Proactive Monitoring & Security Auto-Remediation for EC2


Over the past few days, I’ve been following Lucy Wang’s AWS Cloud Project to Become a Cloud Engineer to strengthen my cloud expertise and develop Cloud Support Engineer skills. This is the third project in the series, where I’m sharing my learnings and implementation.
Overview of Project
CloudGuard, a financial services firm, recently suffered a security breach after their operations team failed to identify abnormal system activity in time. This led to extended downtime and possible data exposure. To avoid similar incidents, management has made proactive monitoring and automated remediation a top priority. The solution involves building a comprehensive monitoring and auto-remediation system using AWS CloudWatch, Lambda, and GuardDuty. This setup will automatically detect and address both performance issues and security threats across development and production environments. By implementing this project, I have gained hands-on experience with AWS monitoring tools and security incident response—key skills for any cloud support professional
What actually we are doing
Simulate a system issue in a Controlled environment and setup cloud watch alarms and Lambda Auto Response.

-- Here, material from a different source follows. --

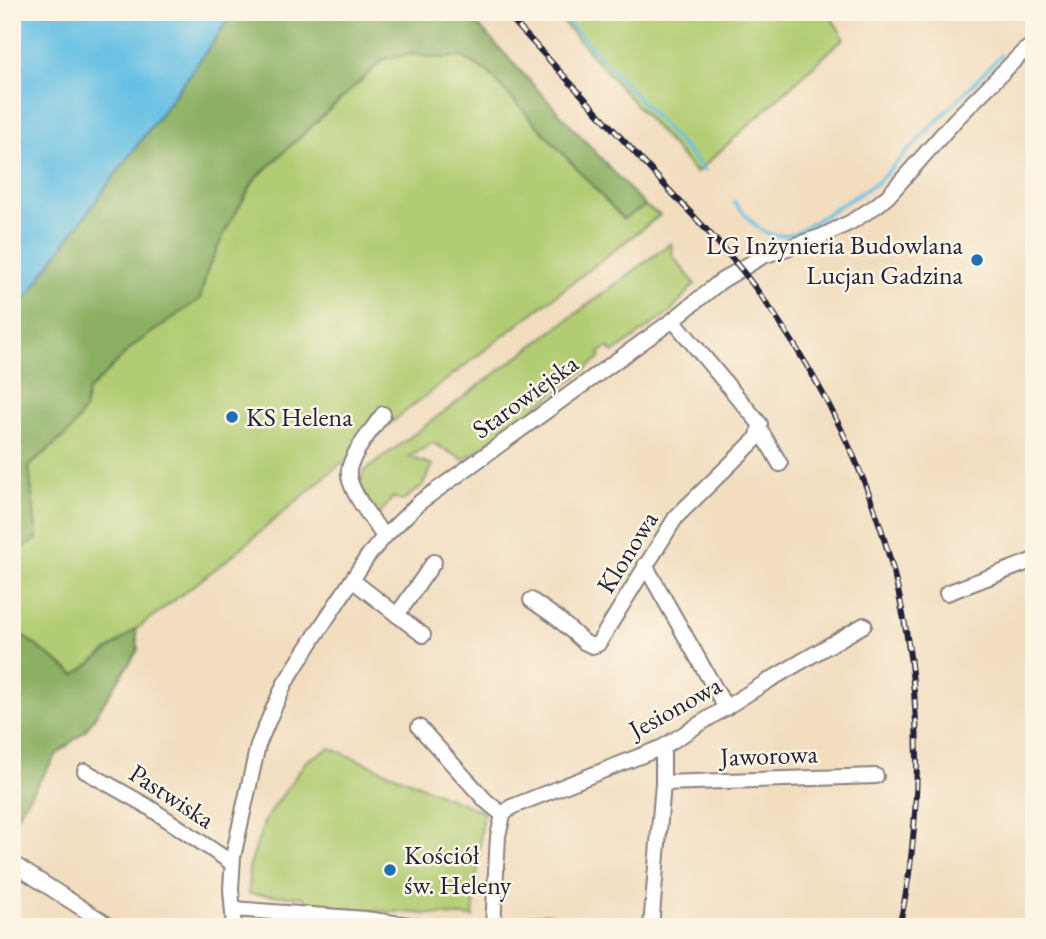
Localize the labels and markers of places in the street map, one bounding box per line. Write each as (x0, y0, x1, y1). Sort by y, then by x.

Simulating Secuirty threat on CloudGuard Security Posture using Nmaps scan and implementing remediation action.
Simulate a system issue in a Controlled environment and set CloudWatch alarms and Lambda Auto Response
On the Dev Instance: The 'stress' Tool
The stress
tool is a workload generator used to put artificial load on CPU, memory, I/O, and disk to test system performance and monitoring.
sudo yum install stress -y
sudo stress --cpu 8 --timeout 30
How to use:
Running above command will create 8 CPU-intensive worker processes for 5 minutes, easily pushing CPU utilization above 85% on a small instance like t2.micro.
Why it’s valuable:
Safely tests monitoring systems without real workloads
Automatically stops after the timeout to avoid wasted resources
Simulates realistic CPU spikes (e.g., runaway processes, DDoS attacks)
On the Prod Instance: 'util-linux' Tools
util-linux
is a core Linux package that provides essential system utilities, including the fallocate
command, which we’ll use to quickly create large files without actually writing data to disk.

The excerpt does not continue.